Problem to work on
Every line of the data that contains the string "自由が丘緑ヶ丘線" must be copied.

Available data
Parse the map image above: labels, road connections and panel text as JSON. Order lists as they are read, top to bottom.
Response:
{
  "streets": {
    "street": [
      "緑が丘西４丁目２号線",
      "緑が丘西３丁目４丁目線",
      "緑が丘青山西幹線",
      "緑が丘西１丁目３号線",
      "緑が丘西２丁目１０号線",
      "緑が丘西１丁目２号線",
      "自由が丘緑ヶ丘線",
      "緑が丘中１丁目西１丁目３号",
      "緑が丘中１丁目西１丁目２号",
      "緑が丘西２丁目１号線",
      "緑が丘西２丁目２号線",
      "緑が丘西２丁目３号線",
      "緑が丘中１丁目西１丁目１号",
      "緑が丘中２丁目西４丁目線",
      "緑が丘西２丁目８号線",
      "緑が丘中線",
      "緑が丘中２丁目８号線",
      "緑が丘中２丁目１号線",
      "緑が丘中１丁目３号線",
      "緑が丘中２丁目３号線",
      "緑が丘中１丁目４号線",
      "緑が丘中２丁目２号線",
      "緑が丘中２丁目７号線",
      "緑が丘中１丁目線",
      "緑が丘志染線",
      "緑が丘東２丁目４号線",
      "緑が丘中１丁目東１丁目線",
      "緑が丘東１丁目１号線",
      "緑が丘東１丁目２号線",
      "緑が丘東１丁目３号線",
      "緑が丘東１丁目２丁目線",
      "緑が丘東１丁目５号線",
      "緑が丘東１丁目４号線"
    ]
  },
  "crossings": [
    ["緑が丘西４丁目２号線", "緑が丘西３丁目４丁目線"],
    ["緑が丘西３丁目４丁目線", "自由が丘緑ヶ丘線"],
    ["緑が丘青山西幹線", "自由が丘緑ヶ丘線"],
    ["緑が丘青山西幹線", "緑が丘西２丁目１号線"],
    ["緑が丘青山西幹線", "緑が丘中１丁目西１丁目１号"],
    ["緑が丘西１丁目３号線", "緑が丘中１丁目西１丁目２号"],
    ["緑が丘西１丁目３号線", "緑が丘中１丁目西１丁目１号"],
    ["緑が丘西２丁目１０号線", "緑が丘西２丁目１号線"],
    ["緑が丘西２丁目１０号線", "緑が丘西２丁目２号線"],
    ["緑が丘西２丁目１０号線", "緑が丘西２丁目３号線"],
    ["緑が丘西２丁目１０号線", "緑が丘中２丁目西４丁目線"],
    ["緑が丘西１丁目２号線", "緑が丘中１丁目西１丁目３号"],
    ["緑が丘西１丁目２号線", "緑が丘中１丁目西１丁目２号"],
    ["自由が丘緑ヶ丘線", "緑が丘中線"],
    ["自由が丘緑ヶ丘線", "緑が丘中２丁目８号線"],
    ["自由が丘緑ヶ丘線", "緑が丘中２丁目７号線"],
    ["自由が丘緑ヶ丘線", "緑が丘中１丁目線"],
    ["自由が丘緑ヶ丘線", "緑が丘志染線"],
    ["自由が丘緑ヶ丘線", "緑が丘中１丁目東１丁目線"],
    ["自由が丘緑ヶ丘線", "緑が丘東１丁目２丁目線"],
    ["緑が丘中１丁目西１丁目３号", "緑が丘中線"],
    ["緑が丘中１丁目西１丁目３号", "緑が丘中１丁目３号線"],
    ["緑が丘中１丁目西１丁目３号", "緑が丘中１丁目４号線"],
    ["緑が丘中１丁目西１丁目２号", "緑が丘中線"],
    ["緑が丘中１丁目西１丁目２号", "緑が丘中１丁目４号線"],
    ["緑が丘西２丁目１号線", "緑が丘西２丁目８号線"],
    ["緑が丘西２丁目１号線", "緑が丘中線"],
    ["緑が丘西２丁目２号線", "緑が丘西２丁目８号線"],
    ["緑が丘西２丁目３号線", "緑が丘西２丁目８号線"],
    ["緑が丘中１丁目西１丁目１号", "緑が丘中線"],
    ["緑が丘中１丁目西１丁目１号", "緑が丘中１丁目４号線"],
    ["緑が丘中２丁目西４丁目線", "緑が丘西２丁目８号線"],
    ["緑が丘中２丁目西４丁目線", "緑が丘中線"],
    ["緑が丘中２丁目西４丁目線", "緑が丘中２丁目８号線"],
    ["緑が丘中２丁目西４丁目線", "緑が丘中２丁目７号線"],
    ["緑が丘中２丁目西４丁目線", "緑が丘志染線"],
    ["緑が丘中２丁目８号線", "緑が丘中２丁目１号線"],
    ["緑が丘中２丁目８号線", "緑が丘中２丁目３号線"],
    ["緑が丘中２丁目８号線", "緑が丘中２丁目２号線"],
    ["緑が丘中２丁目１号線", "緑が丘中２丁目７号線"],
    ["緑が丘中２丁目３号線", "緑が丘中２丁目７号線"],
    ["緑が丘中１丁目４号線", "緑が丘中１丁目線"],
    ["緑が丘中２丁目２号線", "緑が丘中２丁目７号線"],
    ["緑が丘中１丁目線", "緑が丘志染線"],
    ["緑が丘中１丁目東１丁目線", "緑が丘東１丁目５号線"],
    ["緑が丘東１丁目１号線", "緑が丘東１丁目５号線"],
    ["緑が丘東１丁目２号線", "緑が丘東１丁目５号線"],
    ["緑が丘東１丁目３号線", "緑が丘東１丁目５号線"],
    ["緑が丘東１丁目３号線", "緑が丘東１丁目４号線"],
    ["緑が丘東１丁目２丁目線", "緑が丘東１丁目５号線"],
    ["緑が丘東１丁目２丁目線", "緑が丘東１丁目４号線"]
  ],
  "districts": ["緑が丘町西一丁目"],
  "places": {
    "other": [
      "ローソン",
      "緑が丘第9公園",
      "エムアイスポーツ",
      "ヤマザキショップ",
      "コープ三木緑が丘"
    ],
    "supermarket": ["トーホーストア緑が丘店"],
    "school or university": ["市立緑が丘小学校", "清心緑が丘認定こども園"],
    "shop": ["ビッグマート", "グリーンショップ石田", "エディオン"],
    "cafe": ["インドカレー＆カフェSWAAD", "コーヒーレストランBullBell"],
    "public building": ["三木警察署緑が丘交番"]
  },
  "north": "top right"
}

The completed task
      "自由が丘緑ヶ丘線",
    ["緑が丘西３丁目４丁目線", "自由が丘緑ヶ丘線"],
    ["緑が丘青山西幹線", "自由が丘緑ヶ丘線"],
    ["自由が丘緑ヶ丘線", "緑が丘中線"],
    ["自由が丘緑ヶ丘線", "緑が丘中２丁目８号線"],
    ["自由が丘緑ヶ丘線", "緑が丘中２丁目７号線"],
    ["自由が丘緑ヶ丘線", "緑が丘中１丁目線"],
    ["自由が丘緑ヶ丘線", "緑が丘志染線"],
    ["自由が丘緑ヶ丘線", "緑が丘中１丁目東１丁目線"],
    ["自由が丘緑ヶ丘線", "緑が丘東１丁目２丁目線"],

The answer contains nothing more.